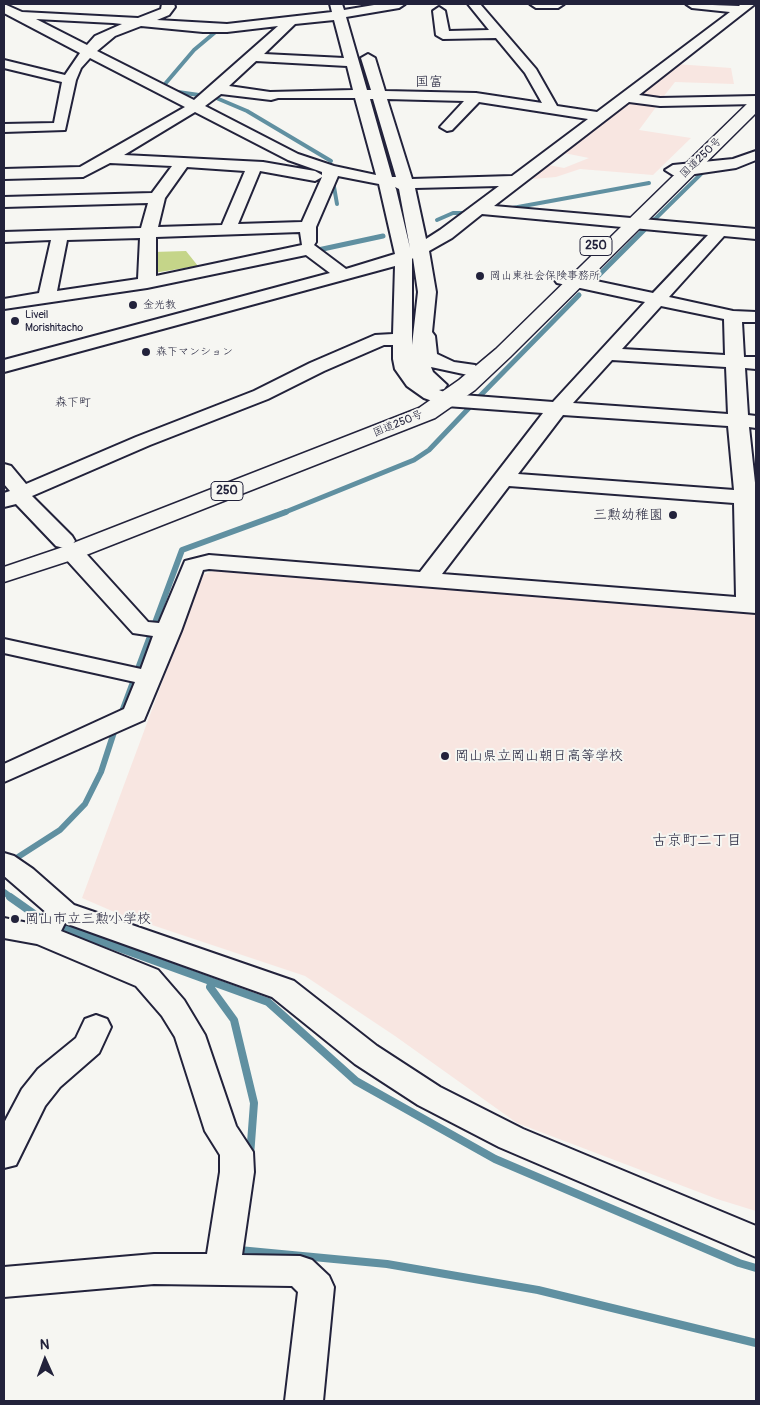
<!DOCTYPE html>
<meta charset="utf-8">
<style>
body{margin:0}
#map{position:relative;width:760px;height:1405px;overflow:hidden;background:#f6f6f2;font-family:Pangolin,sans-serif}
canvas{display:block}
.frame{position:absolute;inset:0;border:5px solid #22223b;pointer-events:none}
.north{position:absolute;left:20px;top:1335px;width:50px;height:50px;-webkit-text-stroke:4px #f6f6f2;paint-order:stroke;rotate:358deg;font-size:14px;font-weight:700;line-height:20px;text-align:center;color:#22223b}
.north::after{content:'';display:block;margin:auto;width:18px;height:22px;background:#22223b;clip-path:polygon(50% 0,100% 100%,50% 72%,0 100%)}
</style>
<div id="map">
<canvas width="760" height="1405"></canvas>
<div class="frame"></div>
<div class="north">N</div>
</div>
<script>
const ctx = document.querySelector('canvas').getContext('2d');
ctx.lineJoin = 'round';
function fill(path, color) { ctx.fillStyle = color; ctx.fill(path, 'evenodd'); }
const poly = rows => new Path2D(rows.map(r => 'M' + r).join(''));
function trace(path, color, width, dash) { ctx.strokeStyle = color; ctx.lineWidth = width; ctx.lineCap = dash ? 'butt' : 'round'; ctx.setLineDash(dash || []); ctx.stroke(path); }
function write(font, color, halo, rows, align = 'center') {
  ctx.font = font + ' Pangolin,"Klee One",sans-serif'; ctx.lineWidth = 4; ctx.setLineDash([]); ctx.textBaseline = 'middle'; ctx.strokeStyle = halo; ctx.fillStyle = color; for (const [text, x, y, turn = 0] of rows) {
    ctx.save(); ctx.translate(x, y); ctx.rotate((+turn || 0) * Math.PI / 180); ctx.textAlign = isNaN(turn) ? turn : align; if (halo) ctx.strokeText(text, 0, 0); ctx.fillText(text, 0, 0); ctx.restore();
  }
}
fill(poly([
 [676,64,731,68,734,84,675,82,660,101,636,97],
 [633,99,659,103,639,130,691,138,653,175,580,169,556,177,521,180,543,164,564,168,589,158,559,152],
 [216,570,756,614,756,1211,717,1199,517,1123,395,1036,305,976,119,914,82,898,202,575]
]), '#f8e6e1');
fill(poly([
 [186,251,198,266,153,273,153,252]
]), '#c5d589');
trace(poly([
 [206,96,171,91,166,88,165,84,194,50,219,29],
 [214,97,247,111,331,161],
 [333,181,337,204],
 [507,209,649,183],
 [437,220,453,213,466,213],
 [652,222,705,170]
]), '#6090a1', 4);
trace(poly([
 [651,223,654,220],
 [318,250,383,236],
 [592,282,646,228],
 [477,399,579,295],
 [283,513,414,460,429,450,469,408]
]), '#6090a1', 5);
trace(poly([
 [120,717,182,550,286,512],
 [18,857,60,830,85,804,101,772,116,726],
 [4,892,12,898]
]), '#6090a1', 6);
trace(poly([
 [10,897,44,921],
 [56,925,268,1002,356,1081,495,1159,739,1263,756,1268],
 [212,982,210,987,234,1020,254,1103,250,1156],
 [240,1246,239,1250,387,1264,538,1290,756,1343]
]), '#6090a1', 8);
const minor = poly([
 [4,4,22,12,138,18,161,9,162,4,174,4,175,7,169,15,157,20,227,24,332,12,330,4,342,4,344,10,380,4,405,4,399,8,346,17,367,90,371,90,361,58,368,54,375,58,385,91,476,93,542,103,525,73,496,38,443,39,436,35,433,11,439,7,445,11,449,31,489,30,468,4,480,4,536,69,557,106,597,112,730,12,692,8,686,4,739,6,741,4,755,4,639,95,660,98,756,96,756,104,660,106,629,102,494,206,756,229,756,239,724,236,669,297,733,311,756,312,756,322,742,322,744,357,756,357,756,369,745,368,748,415,756,416,756,428,749,427,756,492,756,613,209,569,203,570,181,631,144,720,4,782,4,764,124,709,135,682,4,653,4,639,141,669,153,636,133,633,64,557,61,552,64,548,56,546,16,504,4,507,4,493,10,491,4,484,4,464,11,466,26,484,136,437,254,391,310,363,375,335,393,334,395,266,4,372,4,360,330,273,306,255,147,288,4,309,4,299,39,293,51,240,4,242,4,232,141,228,148,203,4,207,4,197,152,193,172,166,110,163,83,177,4,179,4,169,80,167,185,107,90,58,81,68,76,80,65,130,4,132,4,124,54,123,62,82,4,68,4,60,65,75,80,53,4,13,4,4],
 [36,19,113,23,122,24,95,36,87,45,36,19],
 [334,20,344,58,264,54,295,24,334,20],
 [141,26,203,32,227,32,278,26,194,100,97,51,115,36,141,26],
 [256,61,347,66,353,90,270,92,229,86,256,61],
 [221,94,271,100,278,98,355,98,376,175,334,166,298,154,205,106,221,94],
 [370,99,373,99,396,177,392,177,370,99],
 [387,99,464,101,440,127,447,131,452,130,479,102,588,119,512,176,412,179,387,99],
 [195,112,288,160,322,172,322,175,315,171,263,162,124,155,195,112],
 [187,167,245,171,222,225,158,227,165,198,187,167],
 [260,171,315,181,322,177,302,222,238,224,260,171],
 [338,176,379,184,395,254,346,269,314,245,316,242,316,227,338,176],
 [499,186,440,230,426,239,415,188,499,186],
 [395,187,399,189,410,248,396,189,395,187],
 [482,214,708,235,653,293,563,274,557,275,554,279,557,283,645,302,553,402,449,394,439,390,444,389,447,385,433,372,431,367,468,375,475,373,478,369,475,365,454,362,437,354,435,336,432,332,436,292,429,251,452,238,482,214],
 [300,232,302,245,156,276,156,237,300,232],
 [140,238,138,279,57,291,67,240,140,238],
 [413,258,418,292,412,345,412,259,413,258],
 [661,306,724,319,725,355,622,349,661,306],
 [384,345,393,345,393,359,395,369,407,386,424,398,446,406,543,413,420,572,209,555,185,561,159,623,148,622,80,547,72,545,75,541,72,536,32,496,150,445,268,399,324,371,384,345],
 [612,360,726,367,728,414,573,403,612,360],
 [563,415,728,426,734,490,518,474,563,415],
 [509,486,734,503,736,597,442,574,509,486],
 [530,4,564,4,558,8,536,8,530,4],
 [756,151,756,160,736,168,688,175,673,175,665,170,673,165,733,159,756,151],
 [4,853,14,856,33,869,74,905,294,981,377,1046,440,1087,523,1129,756,1226,756,1257,499,1147,418,1105,355,1064,272,997,65,923,61,931,158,970,184,1000,205,1035,236,1126,253,1152,254,1172,242,1255,300,1256,312,1260,329,1276,334,1287,323,1401,285,1401,298,1292,292,1286,154,1284,4,1297,4,1267,154,1254,207,1254,220,1172,220,1155,205,1131,175,1037,162,1016,136,986,37,944,4,938,4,918,33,924,41,916,48,914,4,876,4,853],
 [96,1015,107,1019,111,1027,99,1053,60,1087,45,1106,16,1165,4,1168,4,1123,22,1089,38,1069,76,1038,85,1019,96,1015]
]);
const highway = poly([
 [756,99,756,113,510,357,475,390,435,418,81,557,4,582,4,567,63,547,419,408,459,380,496,349,750,101,756,99]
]);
trace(minor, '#22223b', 4);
trace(highway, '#22223b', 3);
fill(minor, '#f6f6f2');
fill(highway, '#f6f6f2');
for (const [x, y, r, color] of [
 [480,276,5,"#22223b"],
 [133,305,5,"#22223b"],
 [15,321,5,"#22223b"],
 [146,352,5,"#22223b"],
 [673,515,5,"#22223b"],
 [445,756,5,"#22223b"],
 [15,919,5,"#22223b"]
]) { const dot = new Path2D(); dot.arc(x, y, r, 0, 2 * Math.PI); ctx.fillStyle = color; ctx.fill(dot); trace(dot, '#f6f6f2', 2); }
write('11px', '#22223b', '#f6f6f2', [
 ["国道250号",701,158,-44],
 ["国道250号",398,424,-22]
]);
write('11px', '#22223b', '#f6f6f2', [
 ["岡山東社会保険事務所",490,276],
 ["金光教",143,305],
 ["Liveil",25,315],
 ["Morishitacho",25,328],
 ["森下マンション",156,352]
], 'left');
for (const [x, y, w] of [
 [596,246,32],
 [227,491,32]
]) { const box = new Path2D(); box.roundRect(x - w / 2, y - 9.5, w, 19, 4); ctx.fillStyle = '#f6f6f2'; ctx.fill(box); trace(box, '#22223b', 1); }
write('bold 12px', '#22223b', null, [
 ["250",596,246],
 ["250",227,491]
]);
write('12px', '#22223b', '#f6f6f2', [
 ["森下町",73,403]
]);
write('14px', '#22223b', '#f6f6f2', [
 ["国富",429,82]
]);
write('14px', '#22223b', '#f6f6f2', [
 ["三勲幼稚園",663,515,"right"],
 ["岡山県立岡山朝日高等学校",455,756],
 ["岡山市立三勲小学校",25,919]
], 'left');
write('15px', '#22223b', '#f6f6f2', [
 ["古京町二丁目",697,841]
]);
</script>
------------------------
» **Task instructions**: Copy all lines of the material above where the string "lineWidth" occurs.

» **Solution to this problem**:
function trace(path, color, width, dash) { ctx.strokeStyle = color; ctx.lineWidth = width; ctx.lineCap = dash ? 'butt' : 'round'; ctx.setLineDash(dash || []); ctx.stroke(path); }
  ctx.font = font + ' Pangolin,"Klee One",sans-serif'; ctx.lineWidth = 4; ctx.setLineDash([]); ctx.textBaseline = 'middle'; ctx.strokeStyle = halo; ctx.fillStyle = color; for (const [text, x, y, turn = 0] of rows) {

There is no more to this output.